Subject: Re: RAIDFrame in Production Use
To: Simon Burge <simonb@wasabisystems.com>
From: Thor Lancelot Simon <tls@rek.tjls.com>
List: netbsd-users
Date: 04/12/2003 01:48:15
On Sat, Apr 12, 2003 at 03:44:20PM +1000, Simon Burge wrote:
> Andrew Gillham wrote:
> 
> > On Fri, Apr 11, 2003 at 01:54:56PM +0200, Christoph Kaegi wrote:
> > > On 2003.04.10 16:23, Caffeinate The World wrote:
> > > > If you have experience in using RAIDFrame in production, I'd like to
> > > > know what your thoughts are. 
> > > 
> > > All the servers I run (about 10) are completely mirrored
> > > with RAIDFrame (/, /usr, /var, /home, swap )
> > > 
> > > I've never had troubles with it.
> > 
> > Are people typically using one raid volume for all file systems or a 
> > raid volume for reach file system?
> 
> I'm using 4 raid1 sets with /, /var, /data and swap.
> 
> The main reason I started with separate sets is that swapping to a raid
> set results in problems where the raid set wasn't shut down properly on
> reboot so it needs it parity rebuilt with each reboot.  From there is
> seemed obvious to use separate sets for each filesystem too.

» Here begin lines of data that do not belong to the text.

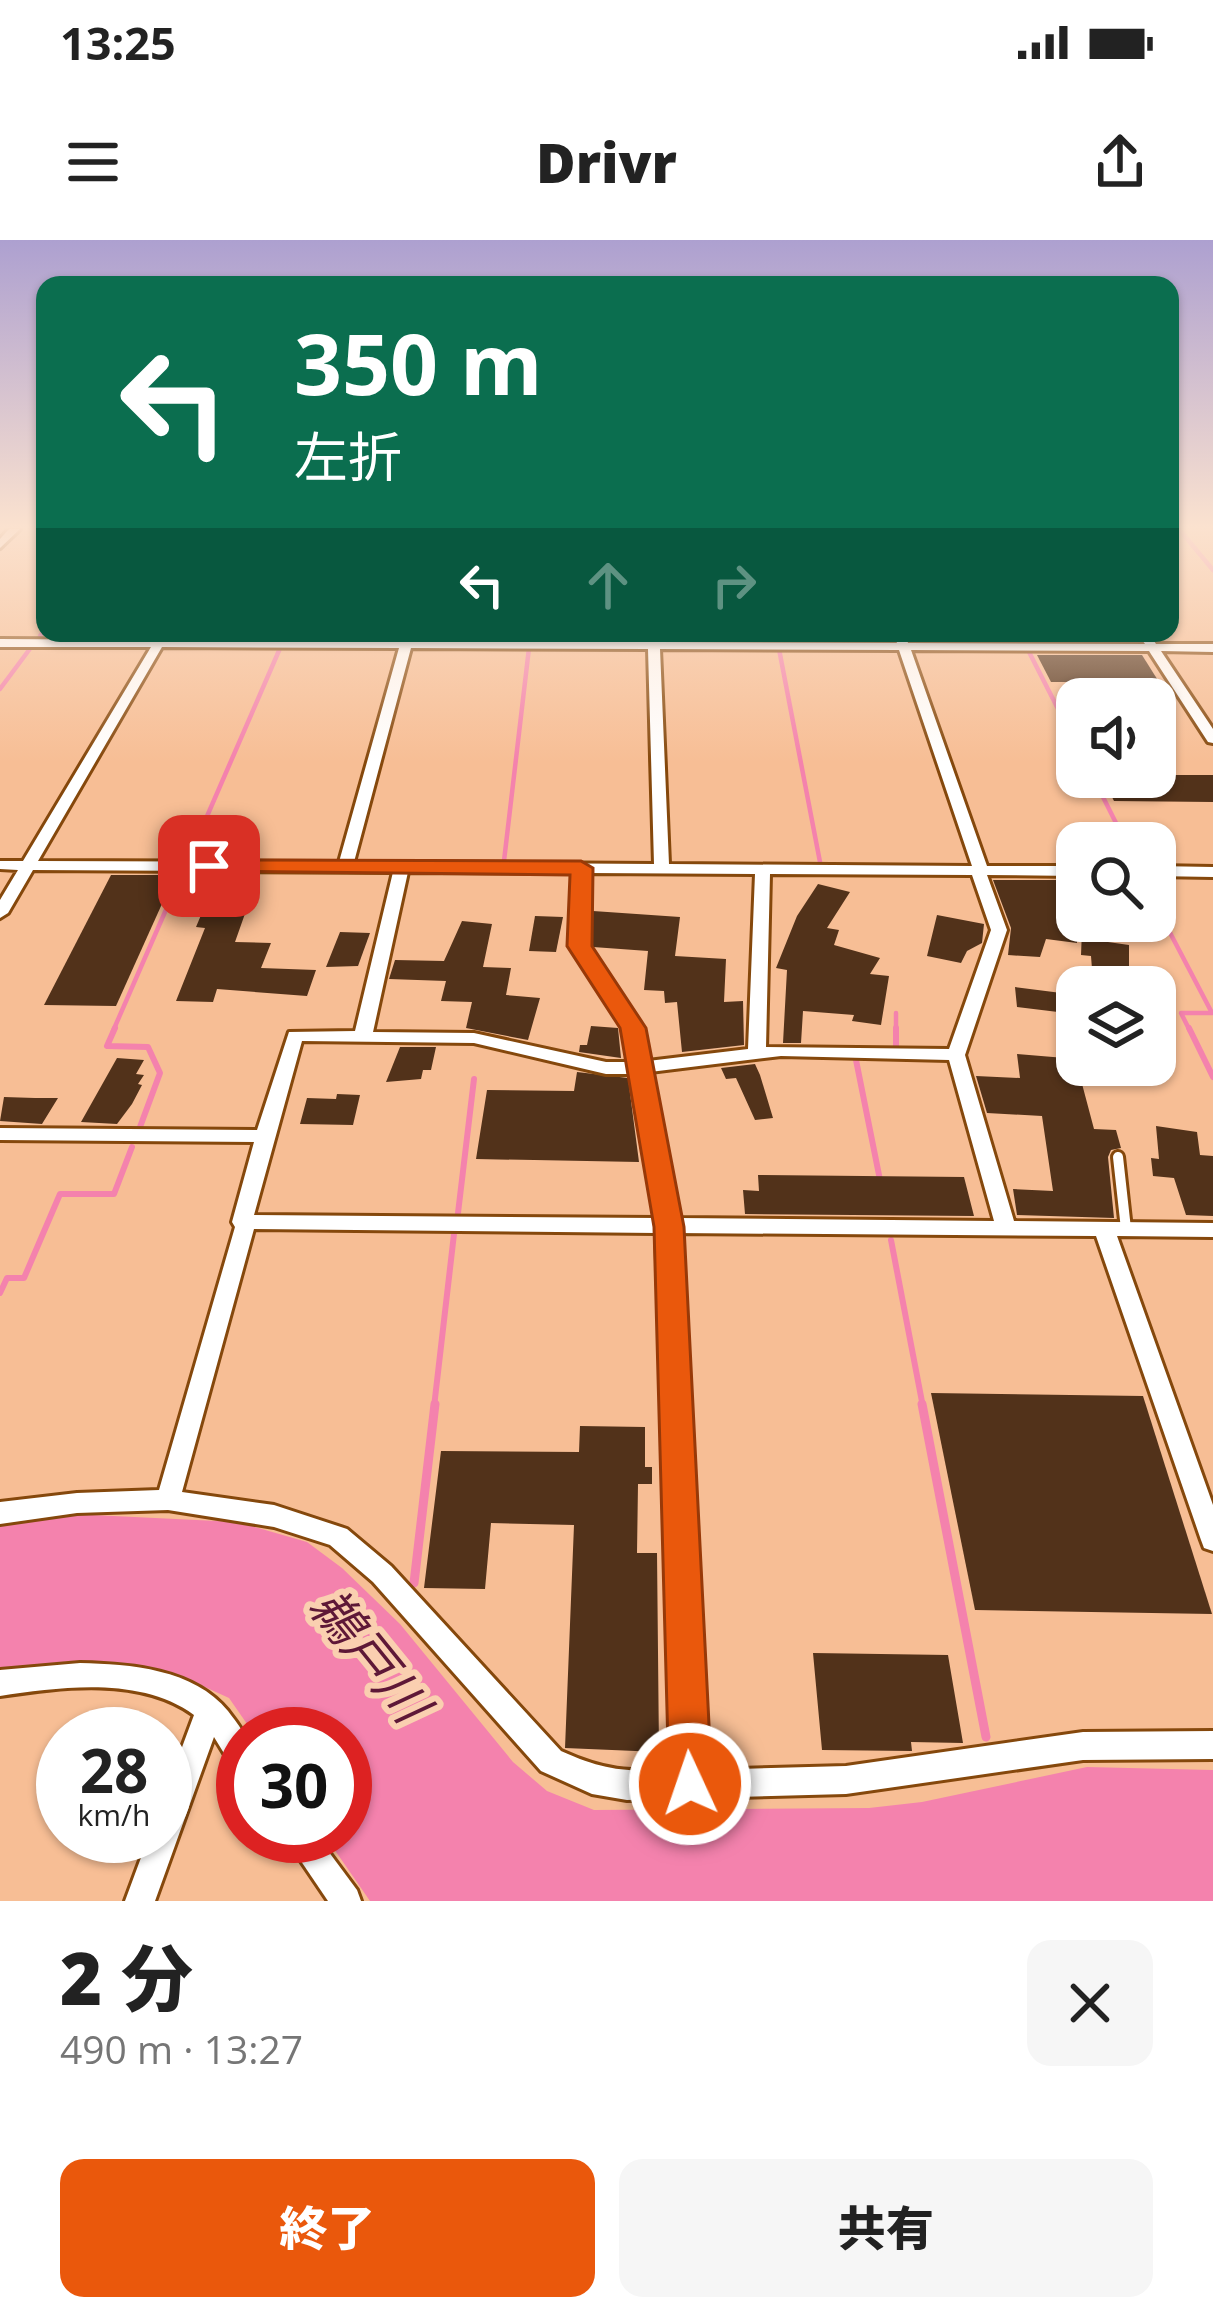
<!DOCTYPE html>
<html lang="ja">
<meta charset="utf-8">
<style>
:root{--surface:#fff;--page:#f6f6f6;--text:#222;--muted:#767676;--accent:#ea580c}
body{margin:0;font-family:"Open Sans","Noto Sans JP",sans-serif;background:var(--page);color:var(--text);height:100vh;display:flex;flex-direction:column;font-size:45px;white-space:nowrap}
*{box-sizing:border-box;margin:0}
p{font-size:39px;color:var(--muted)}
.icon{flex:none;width:66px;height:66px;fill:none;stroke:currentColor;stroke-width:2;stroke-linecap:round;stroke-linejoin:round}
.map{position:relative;height:1661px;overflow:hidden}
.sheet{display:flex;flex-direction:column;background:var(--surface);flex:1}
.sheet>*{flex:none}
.banner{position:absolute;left:36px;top:36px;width:1143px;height:366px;border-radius:24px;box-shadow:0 3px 9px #0004;background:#0b6e4f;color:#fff;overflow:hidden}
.tools{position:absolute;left:1056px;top:438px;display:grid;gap:24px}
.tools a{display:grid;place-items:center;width:120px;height:120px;border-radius:24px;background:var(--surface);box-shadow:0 3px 9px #0004;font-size:60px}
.speed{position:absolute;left:36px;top:1467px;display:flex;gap:24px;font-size:60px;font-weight:700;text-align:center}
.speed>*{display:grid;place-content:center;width:156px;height:156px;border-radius:50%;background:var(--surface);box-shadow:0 3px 9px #0004;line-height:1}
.speed small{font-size:30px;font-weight:400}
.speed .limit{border:18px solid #d22;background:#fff;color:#111}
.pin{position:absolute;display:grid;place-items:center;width:102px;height:102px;color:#fff;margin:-51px;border-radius:24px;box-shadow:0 6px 18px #0006}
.me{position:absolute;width:132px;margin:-66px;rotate:357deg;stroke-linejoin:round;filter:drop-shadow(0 0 9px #0008)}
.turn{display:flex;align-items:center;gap:42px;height:252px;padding:0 60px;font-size:54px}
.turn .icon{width:156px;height:156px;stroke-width:2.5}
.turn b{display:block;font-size:84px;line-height:102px}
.lanes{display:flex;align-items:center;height:114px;padding:0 60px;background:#0003;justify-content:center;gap:60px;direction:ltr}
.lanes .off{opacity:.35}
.round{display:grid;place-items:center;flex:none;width:126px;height:126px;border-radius:24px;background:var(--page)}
.summary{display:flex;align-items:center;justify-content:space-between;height:204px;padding:0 60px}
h1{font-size:72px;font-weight:800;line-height:90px}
.primary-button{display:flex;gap:24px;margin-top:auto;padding:24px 60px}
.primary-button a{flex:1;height:138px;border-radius:24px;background:var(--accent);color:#fff;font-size:48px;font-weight:800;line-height:138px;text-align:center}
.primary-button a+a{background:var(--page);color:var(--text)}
.status{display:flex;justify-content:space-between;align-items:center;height:84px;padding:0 60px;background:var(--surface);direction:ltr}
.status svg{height:33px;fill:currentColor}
header{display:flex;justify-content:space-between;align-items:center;height:156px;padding:0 60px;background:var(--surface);font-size:54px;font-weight:800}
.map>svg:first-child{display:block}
</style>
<div class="status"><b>13:25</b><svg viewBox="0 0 49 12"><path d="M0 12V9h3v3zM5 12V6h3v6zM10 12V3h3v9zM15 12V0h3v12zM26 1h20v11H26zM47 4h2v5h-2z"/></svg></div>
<header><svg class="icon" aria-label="menu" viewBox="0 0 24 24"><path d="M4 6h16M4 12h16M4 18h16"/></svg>Drivr<svg class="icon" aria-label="share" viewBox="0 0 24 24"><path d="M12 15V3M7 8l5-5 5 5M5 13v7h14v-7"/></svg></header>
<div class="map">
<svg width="1213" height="1661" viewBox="0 0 1213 1661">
<rect width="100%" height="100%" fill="#f7be95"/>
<path fill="#f482ad" d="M72,1274L238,1282L307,1302L342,1328L400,1384L513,1522L547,1551L594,1570L869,1568L922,1562L1087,1527L1213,1530V1661H370L325,1596H345V1494H254L229,1458L183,1437L69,1421L0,1434V1284Z"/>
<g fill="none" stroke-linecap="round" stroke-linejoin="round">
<g stroke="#f482ad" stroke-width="4.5">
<path d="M1179,289L1213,330"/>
<path d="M776,393L777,399"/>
<path d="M1020,393L1024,401"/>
<path d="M40,396L45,389"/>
<path d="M285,398L287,393"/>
<path d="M530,399L531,393"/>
<path d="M779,409L820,622"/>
<path d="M1028,410L1077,506"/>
<path d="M0,449L32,406"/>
<path d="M1093,537L1126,603"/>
<path d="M188,620L281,406"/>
<path d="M504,621L529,408"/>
<path d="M1155,664L1212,773H1181L1190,791"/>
<path d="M896,773V791"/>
<path d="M113,791L182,633"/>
</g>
<g stroke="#f482ad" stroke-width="6">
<path d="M115,788L107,806L148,807L160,833L140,887"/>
<path d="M896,788V808"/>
<path d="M1189,788L1213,837"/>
<path d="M856,820L880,940"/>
<path d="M458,973L474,839"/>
<path d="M891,1000L923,1167"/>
<path d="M0,1053L7,1038H24L60,954H114L132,907"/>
<path d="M434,1167L454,994"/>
</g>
<g stroke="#f482ad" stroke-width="9">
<path d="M922,1164L986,1497"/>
<path d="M414,1343L435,1164"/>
</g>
</g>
<g fill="#52321a">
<path d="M1037,415H1142L1159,442H1051Z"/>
<path d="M1155,535H1213V562L1114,561L1102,537Z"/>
<path d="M111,635H175L116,766L44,765Z"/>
<path d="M993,640H1077V703L1046,699L1040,717L1008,715L1011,688Z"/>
<path d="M818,644L850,652L827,688L839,690L834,705L880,718L870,734L889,736L881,785L852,781L854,775L803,771L801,803H783L787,730L776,728L797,676Z"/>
<path d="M204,668H247L235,702L271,703L261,728L316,730L307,756L217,749L213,762L176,761L205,688L196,687Z"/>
<path d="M593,671L680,677L675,716L726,719L724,762L743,761L744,805L682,812L677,762L665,763L664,751L644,750L648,711L593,707Z"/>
<path d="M937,675L984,684L982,703L967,711L961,723L927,716Z"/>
<path d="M535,676L563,677L556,712L529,711Z"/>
<path d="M462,681L492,684L483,727L511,728L506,755L540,758L528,800L466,788L472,762L441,761L446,741L389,739L395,720L444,721Z"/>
<path d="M1082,690L1108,694V702L1129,705V738L1092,729L1091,716L1081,715Z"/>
<path d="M340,692L370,693L358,726L326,727Z"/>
<path d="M1015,747L1077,755V825L1094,889L1116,890L1121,908L1111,910L1108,917L1114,978L1017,975L1013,949L1053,951L1042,876L987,873L976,836L1020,838L1017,814L1065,818L1058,772L1017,767Z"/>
<path d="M591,786L618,788L621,818L579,812L580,805H587Z"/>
<path d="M400,807H436L431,830H423L421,839L386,842Z"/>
<path d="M117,818L144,820L136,834L144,835L138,844L142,845L132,864L117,884L81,882Z"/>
<path d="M755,824L760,835L773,878L755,880L736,838L726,839L721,828Z"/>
<path d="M577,832L628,838L639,922L476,919L487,850L574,851Z"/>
<path d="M337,854L360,855L353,885L300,884L307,858L336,859Z"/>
<path d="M4,857L35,858H58L42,884L0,881Z"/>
<path d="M1156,886L1197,892L1200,915L1213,916V976L1186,975L1174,938L1153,936L1151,918L1159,919Z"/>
<path d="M758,935L964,937L974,976L745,974L743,950L759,951Z"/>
<path d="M931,1153L1143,1156L1212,1374L975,1370Z"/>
<path d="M580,1186L645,1187V1227H652V1244H638L637,1313H657L659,1512L565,1508L574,1285L491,1283L485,1349L424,1348L441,1211L579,1212Z"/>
<path d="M813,1413L948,1415L963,1503L911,1502L912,1511L822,1510Z"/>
</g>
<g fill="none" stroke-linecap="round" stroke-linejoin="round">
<g stroke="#85480c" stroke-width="16">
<path id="service" d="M1118,917L1126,989"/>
</g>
<g stroke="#85480c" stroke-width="6">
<g id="minor">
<path d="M9,289H20L0,308V299Z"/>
<path d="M404,393H414L413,401L648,402L647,393H659V402L897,403L893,393H905L908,403L1145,404L1137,393H1149L1156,404H1213V412L1161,411L1213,489V503L1208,502L1149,411L911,410L987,626H1077V636L987,635L1007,690L965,815L1014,981L1213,983V997L1117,996L1213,1265V1311L1204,1308L1201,1300L1096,996L676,993L704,1530L846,1526L1083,1492L1213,1491V1519L1083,1520L846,1554L627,1560L592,1554L541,1531L373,1342L330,1305L274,1287L168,1270L77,1273L0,1284V1262L77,1253L159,1250L235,987L232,982L254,902L0,900V888L257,890L289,792L355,791L393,632L33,630L8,673L0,678V660L18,630L0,629V621H23L151,407H0V399L155,400L162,395L166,396L167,400L401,401ZM162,407L399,408L339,622L38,621ZM411,408L648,409L654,624L354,622ZM660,409L899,410L972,626L669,624ZM408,632L574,633L571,706L624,788L630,822H606L474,793L373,792ZM589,633L755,634L748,809L648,821L642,788L587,706ZM770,634L972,635L991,690L949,809L766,807ZM302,801L474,803L606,834H632L657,978L254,975ZM781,816L949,820L994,981L678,978L650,832ZM254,989L656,993L675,1530C628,1532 605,1531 561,1511L391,1326L347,1289L274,1265L182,1252Z"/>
<path d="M1155,626L1213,627V637L1155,636Z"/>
<path d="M80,1423C130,1424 194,1429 228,1471C233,1478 242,1488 243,1494C246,1505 243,1520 243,1532L233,1528L214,1497L155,1661H125L149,1596H165V1553L194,1475C140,1436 62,1447 0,1456V1430Z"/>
<path d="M284,1596H317L357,1650L361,1661H328Z"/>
</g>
</g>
<use href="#service" stroke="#fff" stroke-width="10"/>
<use href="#minor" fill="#fff" fill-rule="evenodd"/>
</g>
<linearGradient id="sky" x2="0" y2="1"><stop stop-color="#ada0d0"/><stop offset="0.55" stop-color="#fbe2cf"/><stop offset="1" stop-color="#fbe2cf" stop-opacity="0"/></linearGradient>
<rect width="1213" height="522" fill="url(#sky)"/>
<path fill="#ea580c" stroke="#983908" stroke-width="3" d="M209,620L581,621L593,628L592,706L646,788L684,987L712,1544L706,1559L690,1565L675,1559L669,1544L654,987L620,788L567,706L570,635L201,631L198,626Z"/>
<g text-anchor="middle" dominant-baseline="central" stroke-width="12" stroke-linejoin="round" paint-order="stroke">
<g font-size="51" font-style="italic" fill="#5e1837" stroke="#facfb0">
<text transform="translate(371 1414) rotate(51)">鵜戸川</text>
</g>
</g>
</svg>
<div class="tools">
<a><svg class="icon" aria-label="sound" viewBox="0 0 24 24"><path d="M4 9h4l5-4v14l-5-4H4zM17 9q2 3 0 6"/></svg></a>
<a><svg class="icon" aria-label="search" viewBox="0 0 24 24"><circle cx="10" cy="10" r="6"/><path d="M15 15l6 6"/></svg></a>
<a><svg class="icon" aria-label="layers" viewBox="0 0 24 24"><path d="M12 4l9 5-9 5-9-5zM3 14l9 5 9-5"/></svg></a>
</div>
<div class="speed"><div>28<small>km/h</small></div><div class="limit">30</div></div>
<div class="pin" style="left:209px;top:626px;background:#d93025"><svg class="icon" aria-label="arrive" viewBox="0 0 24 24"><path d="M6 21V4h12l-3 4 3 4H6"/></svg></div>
<svg class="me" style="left:690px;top:1544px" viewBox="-20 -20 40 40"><circle r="17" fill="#ea580c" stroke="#fff" stroke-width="3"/><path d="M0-11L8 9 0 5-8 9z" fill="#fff"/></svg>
<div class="banner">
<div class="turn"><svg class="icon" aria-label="left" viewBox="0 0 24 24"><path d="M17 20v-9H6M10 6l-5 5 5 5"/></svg><div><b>350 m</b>左折</div></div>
<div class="lanes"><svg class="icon" aria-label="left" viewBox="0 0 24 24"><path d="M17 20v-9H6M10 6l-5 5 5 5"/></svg><svg class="icon off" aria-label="ahead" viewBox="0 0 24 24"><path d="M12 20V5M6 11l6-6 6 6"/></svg><svg class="icon off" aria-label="right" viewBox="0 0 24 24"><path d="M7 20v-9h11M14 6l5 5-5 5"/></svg></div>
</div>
</div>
<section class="sheet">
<div class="summary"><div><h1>2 分</h1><p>490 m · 13:27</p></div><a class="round"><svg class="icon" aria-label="close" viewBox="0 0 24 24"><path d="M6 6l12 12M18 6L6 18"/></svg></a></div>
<div class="primary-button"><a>終了</a><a>共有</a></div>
</section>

I think this is actually a pretty bad idea; it will defeat both the
seek optimization in RAIDframe *and* the seek optimization in the disk
drivers.  Running multiple filesystems on a single physical spindle is
not the greatest thing in the world, from a performance point of view;
this, it seems to me, will make it significantly worse.